ABC Inc. produces a single product and manufactured 30,000 units last year. The company budgeted the following overhead costs for the year:

Indirect Factory Wages:$100,000
Factory Utilities:$25,000
Factory Depreciation:$25,000

Direct manufacturing costs per unit are $50.

The company uses an activity-based costing system which compiles costs into 3 cost pools, machining, milling and assembly.
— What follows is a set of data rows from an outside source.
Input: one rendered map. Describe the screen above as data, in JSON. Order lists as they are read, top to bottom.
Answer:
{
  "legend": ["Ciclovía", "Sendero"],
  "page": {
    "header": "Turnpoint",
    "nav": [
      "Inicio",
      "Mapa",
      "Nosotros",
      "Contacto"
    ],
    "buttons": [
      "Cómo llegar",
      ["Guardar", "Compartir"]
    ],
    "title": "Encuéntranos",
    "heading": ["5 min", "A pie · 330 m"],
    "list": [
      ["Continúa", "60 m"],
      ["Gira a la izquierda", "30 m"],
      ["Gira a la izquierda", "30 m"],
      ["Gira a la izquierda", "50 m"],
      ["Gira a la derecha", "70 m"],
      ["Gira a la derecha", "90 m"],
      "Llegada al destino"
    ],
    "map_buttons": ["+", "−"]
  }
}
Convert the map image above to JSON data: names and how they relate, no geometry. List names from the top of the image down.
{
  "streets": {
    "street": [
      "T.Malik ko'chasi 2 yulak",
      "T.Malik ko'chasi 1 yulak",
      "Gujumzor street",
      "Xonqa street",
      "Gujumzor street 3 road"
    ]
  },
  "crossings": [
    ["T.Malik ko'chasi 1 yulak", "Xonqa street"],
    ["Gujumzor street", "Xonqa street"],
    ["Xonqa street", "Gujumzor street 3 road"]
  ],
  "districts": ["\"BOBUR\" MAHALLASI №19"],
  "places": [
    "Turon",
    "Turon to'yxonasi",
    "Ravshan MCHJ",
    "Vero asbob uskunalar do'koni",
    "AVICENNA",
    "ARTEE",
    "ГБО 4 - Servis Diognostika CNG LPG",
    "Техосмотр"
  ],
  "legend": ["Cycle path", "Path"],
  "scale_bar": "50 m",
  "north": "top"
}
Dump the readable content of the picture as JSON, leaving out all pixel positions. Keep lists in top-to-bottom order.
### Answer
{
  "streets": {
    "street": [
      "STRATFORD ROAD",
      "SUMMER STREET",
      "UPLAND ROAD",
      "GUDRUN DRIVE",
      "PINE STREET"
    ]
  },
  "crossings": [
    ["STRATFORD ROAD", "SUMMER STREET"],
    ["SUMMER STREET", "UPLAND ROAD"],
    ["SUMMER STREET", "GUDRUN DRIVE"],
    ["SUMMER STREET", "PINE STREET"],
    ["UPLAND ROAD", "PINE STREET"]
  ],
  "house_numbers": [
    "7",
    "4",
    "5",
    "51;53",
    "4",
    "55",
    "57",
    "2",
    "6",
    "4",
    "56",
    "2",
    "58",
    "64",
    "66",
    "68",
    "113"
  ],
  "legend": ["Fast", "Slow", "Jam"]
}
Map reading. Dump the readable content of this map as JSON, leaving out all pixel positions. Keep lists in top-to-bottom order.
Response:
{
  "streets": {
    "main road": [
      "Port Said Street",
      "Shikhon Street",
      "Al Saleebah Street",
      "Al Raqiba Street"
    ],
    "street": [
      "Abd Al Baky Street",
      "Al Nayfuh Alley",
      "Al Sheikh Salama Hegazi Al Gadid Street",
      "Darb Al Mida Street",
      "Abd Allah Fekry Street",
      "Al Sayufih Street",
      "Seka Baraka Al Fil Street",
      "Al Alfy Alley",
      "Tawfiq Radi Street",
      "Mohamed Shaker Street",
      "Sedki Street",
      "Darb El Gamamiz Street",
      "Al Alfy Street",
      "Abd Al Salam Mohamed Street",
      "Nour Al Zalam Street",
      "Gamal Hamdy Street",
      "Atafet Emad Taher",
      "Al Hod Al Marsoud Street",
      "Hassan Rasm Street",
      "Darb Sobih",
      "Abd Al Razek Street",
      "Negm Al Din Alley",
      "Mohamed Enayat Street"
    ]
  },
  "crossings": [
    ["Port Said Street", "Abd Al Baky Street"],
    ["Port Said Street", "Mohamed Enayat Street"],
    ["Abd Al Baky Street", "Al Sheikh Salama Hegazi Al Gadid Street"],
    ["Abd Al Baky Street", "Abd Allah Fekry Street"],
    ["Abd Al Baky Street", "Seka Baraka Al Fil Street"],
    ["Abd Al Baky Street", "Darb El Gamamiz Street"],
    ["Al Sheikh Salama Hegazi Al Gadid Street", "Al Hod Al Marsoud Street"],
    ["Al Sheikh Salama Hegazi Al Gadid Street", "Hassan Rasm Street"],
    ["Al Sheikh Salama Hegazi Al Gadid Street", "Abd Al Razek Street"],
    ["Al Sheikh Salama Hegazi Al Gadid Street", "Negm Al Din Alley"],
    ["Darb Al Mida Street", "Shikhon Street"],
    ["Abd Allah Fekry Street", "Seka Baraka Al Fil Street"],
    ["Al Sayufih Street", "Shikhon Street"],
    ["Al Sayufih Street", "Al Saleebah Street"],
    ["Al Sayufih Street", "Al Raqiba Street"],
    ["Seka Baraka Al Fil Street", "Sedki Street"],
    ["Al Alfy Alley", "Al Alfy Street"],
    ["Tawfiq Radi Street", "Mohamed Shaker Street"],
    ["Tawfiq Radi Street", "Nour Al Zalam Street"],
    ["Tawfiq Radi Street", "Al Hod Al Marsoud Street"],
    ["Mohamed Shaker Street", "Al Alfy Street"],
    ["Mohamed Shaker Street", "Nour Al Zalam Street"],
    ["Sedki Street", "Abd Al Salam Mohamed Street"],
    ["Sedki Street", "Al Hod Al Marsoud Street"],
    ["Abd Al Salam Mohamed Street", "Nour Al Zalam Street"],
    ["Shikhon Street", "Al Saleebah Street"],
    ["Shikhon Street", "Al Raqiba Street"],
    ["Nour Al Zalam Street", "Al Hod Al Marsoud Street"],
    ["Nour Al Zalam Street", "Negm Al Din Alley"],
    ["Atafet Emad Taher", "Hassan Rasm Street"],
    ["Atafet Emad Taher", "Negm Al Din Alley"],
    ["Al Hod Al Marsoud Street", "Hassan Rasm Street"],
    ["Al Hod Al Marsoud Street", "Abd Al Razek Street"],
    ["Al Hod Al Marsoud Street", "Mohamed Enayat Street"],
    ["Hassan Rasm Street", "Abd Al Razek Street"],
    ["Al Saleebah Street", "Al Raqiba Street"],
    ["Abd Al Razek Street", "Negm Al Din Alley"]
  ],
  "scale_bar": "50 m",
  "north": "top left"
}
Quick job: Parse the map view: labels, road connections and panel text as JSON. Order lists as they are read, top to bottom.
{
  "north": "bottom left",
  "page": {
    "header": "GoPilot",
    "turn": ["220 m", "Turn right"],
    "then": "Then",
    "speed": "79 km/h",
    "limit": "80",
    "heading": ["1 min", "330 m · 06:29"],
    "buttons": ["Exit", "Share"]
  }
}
The costs allocated to these activity cost pools break down as follows:

Usage:

Cost:MachiningMillingAssembly
Indirect Factory Wages:50%30%20%
Factory Utilities:40%40%20%
Factory Depreciation:10%90%0%

The following cost drivers are used for each of the following activity cost pools:

Machining: Machine Hours

Milling: Milling Hours

Assembly: Direct Labour Hours

Practical capacity for each of the cost pools are shown below:

Machining: 31,250 Machine Hours.

Milling: 25,000 Milling Hours.

Assembly: 12,500 Direct Labour Hours

Actual Usage was as follows:

Machining: 40,000 Machine Hours.

Milling: 40,000 Milling Hours.

Assembly: 15,000 Direct Labour Hours

Each unit requires a budgeted 2 Machine hours, 1 Milling Hour and 4 Direct Labour Hours.

ABC's policy is to apply a mark-up of 300% on cost.


What is the budgeted selling price for each unit of product using activity-based costing?